» WHAT IS BEING ASKED
From the data below, return each line in which the string "size" is found.

+++ STUDY MATERIAL

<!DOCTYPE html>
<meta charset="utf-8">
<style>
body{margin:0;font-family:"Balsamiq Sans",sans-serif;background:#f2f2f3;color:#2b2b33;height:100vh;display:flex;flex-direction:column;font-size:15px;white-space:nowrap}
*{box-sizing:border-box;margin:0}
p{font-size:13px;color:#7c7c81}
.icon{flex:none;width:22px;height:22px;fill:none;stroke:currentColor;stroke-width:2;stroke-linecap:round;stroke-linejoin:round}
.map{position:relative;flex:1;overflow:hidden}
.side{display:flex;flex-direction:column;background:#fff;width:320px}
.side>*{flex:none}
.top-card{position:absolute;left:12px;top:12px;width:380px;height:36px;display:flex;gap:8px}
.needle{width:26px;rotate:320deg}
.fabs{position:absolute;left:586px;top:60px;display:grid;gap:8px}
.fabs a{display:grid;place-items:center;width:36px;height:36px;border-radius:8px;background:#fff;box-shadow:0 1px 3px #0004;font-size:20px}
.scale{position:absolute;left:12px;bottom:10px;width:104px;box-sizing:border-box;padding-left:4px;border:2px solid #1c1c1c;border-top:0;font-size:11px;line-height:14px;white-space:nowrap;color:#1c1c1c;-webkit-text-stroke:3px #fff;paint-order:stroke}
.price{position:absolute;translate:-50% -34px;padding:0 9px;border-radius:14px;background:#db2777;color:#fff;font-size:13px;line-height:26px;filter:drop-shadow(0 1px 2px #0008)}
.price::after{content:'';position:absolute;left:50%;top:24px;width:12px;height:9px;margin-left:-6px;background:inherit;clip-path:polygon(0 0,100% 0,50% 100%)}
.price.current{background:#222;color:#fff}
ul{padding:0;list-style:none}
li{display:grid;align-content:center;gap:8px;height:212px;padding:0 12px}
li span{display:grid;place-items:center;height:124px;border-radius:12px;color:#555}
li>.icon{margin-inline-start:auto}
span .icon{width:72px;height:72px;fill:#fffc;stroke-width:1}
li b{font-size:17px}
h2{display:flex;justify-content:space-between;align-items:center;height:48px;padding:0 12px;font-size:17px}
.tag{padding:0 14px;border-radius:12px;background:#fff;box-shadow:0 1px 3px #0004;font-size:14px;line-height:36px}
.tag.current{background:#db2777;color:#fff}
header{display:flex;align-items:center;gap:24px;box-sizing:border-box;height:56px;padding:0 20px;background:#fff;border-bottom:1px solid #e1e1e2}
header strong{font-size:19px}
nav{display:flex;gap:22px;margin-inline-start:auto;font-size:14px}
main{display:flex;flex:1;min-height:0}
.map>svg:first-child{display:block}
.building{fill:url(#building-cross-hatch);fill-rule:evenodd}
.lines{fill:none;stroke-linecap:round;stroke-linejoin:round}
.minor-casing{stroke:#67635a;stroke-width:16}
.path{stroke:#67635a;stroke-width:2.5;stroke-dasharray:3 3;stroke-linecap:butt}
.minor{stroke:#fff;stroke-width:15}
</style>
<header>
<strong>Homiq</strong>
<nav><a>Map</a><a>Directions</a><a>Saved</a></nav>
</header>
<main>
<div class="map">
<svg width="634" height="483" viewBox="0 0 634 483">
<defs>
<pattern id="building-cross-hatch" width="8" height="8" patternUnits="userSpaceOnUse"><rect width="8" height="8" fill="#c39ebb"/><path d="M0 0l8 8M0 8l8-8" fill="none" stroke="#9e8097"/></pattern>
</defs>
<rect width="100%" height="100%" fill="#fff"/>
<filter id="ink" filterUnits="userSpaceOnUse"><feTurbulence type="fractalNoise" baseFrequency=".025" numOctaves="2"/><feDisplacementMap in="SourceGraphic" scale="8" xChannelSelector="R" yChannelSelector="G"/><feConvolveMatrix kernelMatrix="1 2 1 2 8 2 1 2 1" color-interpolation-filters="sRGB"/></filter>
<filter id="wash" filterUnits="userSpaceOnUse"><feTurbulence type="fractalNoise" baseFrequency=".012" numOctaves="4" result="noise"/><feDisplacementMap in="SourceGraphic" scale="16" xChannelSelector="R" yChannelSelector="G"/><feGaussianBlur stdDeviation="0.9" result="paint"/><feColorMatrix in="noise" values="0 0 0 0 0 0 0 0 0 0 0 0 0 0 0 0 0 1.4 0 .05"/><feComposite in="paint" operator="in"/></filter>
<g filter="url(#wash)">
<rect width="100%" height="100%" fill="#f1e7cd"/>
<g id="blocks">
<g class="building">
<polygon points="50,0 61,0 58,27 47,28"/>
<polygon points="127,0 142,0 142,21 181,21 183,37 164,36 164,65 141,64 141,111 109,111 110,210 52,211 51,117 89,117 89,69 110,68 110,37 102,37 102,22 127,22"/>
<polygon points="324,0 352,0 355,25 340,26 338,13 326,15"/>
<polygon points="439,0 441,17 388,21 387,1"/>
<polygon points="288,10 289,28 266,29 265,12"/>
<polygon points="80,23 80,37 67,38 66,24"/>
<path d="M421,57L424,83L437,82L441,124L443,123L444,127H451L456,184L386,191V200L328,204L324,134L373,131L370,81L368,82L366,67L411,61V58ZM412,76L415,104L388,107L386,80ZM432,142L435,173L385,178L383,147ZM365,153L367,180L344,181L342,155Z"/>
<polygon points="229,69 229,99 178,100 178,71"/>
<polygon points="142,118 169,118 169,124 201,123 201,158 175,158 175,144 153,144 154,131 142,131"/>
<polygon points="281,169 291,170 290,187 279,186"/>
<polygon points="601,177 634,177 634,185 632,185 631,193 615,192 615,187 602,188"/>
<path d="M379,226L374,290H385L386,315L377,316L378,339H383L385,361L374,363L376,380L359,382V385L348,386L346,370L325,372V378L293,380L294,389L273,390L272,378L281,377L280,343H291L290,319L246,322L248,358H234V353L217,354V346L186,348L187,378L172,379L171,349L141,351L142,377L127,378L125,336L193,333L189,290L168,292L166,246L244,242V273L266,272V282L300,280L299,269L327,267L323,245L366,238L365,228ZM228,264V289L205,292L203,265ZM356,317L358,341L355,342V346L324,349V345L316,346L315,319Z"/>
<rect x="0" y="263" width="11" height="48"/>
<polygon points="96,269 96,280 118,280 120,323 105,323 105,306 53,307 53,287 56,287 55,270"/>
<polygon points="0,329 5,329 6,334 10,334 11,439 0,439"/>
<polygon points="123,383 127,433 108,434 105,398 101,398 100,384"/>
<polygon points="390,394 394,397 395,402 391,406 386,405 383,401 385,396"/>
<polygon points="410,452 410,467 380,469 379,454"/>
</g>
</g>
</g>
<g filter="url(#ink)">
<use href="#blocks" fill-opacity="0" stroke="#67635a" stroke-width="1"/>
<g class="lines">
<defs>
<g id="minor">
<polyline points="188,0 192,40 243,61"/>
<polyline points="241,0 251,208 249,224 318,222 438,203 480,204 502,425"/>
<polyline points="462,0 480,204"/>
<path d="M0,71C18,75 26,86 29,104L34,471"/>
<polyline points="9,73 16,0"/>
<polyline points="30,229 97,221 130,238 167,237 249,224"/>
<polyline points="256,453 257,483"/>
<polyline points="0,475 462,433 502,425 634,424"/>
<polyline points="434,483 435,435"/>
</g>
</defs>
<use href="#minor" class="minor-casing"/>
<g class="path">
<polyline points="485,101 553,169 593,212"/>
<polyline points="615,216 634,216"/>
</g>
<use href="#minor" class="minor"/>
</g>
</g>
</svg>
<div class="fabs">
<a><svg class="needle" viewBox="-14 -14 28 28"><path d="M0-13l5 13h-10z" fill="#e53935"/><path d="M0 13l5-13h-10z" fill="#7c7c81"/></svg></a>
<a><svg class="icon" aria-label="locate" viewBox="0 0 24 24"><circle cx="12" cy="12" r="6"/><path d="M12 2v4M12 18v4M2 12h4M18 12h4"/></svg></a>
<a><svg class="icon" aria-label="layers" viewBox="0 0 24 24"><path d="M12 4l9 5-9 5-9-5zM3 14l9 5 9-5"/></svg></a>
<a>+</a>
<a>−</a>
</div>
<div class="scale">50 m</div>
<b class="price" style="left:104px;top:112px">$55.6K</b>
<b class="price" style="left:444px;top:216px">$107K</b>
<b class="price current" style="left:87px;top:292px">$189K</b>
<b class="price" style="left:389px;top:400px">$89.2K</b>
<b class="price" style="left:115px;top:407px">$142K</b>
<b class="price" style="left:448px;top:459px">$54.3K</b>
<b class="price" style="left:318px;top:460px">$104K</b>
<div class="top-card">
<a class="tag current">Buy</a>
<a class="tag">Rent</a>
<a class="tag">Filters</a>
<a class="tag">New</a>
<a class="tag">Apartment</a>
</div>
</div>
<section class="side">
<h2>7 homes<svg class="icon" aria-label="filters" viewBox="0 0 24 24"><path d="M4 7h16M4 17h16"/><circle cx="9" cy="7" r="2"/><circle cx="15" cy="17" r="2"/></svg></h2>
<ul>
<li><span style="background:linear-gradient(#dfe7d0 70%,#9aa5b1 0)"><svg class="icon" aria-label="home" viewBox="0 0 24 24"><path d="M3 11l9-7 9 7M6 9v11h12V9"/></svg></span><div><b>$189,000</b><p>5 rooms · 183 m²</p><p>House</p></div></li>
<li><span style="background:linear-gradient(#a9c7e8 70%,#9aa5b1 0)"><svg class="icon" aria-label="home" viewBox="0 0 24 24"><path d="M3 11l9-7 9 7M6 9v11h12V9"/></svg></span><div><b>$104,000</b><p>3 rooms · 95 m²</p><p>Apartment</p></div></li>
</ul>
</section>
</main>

++++++

» REPLY
body{margin:0;font-family:"Balsamiq Sans",sans-serif;background:#f2f2f3;color:#2b2b33;height:100vh;display:flex;flex-direction:column;font-size:15px;white-space:nowrap}
p{font-size:13px;color:#7c7c81}
.fabs a{display:grid;place-items:center;width:36px;height:36px;border-radius:8px;background:#fff;box-shadow:0 1px 3px #0004;font-size:20px}
.scale{position:absolute;left:12px;bottom:10px;width:104px;box-sizing:border-box;padding-left:4px;border:2px solid #1c1c1c;border-top:0;font-size:11px;line-height:14px;white-space:nowrap;color:#1c1c1c;-webkit-text-stroke:3px #fff;paint-order:stroke}
.price{position:absolute;translate:-50% -34px;padding:0 9px;border-radius:14px;background:#db2777;color:#fff;font-size:13px;line-height:26px;filter:drop-shadow(0 1px 2px #0008)}
li b{font-size:17px}
h2{display:flex;justify-content:space-between;align-items:center;height:48px;padding:0 12px;font-size:17px}
.tag{padding:0 14px;border-radius:12px;background:#fff;box-shadow:0 1px 3px #0004;font-size:14px;line-height:36px}
header strong{font-size:19px}
nav{display:flex;gap:22px;margin-inline-start:auto;font-size:14px}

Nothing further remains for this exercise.